Activity:
Copy the entries exactly, through the "solid #fff;border-radius:50%;background:#1a73e8;box-shadow:0 0" line.

Input material:
────────────────────

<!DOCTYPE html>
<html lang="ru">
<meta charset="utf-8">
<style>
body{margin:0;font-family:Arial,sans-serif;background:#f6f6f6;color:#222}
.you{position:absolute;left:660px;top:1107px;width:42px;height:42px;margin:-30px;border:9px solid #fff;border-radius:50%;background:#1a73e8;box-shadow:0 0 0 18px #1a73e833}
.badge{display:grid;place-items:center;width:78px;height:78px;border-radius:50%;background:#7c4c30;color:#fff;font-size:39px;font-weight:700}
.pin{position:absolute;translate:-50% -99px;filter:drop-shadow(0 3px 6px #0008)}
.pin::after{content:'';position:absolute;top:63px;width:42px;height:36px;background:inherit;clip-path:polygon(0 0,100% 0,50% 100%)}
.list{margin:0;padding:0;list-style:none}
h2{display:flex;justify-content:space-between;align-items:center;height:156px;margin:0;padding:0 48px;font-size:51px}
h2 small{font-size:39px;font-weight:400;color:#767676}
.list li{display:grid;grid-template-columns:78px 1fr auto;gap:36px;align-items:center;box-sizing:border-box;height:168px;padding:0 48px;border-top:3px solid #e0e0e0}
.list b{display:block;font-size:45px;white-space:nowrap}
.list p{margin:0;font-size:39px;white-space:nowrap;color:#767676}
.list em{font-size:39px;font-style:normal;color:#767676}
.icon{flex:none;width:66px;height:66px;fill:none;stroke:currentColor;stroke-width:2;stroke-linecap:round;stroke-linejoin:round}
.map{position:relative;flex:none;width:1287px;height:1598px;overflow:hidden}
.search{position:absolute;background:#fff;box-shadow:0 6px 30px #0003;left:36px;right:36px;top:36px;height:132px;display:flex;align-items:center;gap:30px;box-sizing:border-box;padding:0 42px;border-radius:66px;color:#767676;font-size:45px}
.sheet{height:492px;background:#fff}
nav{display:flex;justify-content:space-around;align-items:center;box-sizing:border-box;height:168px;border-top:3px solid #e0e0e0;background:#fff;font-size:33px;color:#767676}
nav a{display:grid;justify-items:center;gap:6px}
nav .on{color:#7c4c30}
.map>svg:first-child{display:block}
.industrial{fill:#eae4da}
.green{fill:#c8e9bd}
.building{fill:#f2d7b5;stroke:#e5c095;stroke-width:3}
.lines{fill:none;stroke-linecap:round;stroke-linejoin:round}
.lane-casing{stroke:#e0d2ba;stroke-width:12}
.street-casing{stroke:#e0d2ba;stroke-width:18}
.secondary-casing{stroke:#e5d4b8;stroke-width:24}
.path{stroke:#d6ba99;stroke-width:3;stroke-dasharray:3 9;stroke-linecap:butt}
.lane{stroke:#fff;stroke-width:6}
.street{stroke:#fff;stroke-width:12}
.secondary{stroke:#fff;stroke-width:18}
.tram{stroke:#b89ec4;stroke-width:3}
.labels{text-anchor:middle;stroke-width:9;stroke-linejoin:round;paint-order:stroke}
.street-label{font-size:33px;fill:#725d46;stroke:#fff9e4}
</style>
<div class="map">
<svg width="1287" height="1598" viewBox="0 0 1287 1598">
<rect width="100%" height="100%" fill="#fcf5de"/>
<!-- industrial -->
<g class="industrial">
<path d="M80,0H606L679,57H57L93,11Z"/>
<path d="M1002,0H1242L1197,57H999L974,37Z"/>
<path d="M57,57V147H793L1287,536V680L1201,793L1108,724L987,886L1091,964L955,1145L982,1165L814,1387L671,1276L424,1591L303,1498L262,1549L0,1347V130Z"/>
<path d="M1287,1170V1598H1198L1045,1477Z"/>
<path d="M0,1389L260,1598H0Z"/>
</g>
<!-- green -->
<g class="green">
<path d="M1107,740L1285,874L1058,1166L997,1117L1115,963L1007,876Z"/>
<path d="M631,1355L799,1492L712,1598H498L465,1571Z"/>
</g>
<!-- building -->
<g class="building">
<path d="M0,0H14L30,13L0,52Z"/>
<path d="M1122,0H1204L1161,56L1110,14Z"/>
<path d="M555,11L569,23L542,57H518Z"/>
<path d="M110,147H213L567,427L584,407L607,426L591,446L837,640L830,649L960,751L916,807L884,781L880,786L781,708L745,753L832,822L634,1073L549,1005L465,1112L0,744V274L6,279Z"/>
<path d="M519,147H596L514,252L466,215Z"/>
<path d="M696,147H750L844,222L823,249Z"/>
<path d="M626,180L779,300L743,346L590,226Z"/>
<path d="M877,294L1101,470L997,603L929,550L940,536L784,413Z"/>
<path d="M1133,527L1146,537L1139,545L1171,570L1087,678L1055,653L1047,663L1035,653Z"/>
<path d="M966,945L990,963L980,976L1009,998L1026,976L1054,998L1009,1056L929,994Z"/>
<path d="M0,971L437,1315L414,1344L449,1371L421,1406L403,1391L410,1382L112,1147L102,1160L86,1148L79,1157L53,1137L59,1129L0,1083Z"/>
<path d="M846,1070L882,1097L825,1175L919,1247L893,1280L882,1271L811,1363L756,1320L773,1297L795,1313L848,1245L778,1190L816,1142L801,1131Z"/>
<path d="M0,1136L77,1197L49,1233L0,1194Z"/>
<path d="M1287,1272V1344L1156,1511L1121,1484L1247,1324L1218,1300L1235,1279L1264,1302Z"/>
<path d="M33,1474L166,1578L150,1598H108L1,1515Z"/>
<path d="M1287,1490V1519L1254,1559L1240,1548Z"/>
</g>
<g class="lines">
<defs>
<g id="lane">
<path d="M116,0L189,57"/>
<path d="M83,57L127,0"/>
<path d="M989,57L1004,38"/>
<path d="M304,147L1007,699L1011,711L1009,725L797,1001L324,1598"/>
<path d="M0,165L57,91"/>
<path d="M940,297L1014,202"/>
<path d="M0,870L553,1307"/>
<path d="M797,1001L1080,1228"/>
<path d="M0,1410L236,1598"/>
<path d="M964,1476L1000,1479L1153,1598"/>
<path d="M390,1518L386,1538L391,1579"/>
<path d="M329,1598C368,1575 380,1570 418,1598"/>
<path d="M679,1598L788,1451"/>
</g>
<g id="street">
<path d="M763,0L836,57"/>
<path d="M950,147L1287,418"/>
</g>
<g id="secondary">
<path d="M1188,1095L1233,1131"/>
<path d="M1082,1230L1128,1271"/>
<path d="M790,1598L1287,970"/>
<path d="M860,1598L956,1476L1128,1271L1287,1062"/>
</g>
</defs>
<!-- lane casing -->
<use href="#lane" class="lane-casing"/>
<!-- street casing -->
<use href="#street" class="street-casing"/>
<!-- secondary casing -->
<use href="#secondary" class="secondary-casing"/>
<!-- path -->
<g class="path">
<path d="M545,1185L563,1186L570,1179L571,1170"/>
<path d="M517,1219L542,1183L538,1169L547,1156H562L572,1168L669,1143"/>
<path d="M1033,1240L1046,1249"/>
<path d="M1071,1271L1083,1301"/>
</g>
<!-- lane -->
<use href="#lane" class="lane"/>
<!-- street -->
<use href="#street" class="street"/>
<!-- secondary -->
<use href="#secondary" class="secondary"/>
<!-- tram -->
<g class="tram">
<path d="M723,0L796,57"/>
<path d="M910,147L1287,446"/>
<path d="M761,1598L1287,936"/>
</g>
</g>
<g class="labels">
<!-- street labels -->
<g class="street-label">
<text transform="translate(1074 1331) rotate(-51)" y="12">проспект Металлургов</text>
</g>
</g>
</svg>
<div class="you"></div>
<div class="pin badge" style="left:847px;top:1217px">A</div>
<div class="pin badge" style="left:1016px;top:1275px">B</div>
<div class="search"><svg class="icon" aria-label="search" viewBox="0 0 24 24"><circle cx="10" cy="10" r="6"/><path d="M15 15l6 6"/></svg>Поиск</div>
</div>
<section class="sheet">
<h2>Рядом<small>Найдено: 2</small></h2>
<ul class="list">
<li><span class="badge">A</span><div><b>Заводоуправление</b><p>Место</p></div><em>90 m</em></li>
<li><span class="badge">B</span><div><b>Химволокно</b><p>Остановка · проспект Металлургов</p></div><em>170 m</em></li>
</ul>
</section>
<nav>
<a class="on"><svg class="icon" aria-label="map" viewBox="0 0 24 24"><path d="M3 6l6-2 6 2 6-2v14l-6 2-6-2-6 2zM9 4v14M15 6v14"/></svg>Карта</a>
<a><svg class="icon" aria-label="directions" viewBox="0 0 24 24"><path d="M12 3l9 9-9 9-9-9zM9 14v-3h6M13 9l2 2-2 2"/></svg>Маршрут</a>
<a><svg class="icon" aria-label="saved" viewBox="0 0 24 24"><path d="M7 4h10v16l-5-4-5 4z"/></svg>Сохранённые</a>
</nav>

────────────────────

Written response:
<!DOCTYPE html>
<html lang="ru">
<meta charset="utf-8">
<style>
body{margin:0;font-family:Arial,sans-serif;background:#f6f6f6;color:#222}
.you{position:absolute;left:660px;top:1107px;width:42px;height:42px;margin:-30px;border:9px solid #fff;border-radius:50%;background:#1a73e8;box-shadow:0 0 0 18px #1a73e833}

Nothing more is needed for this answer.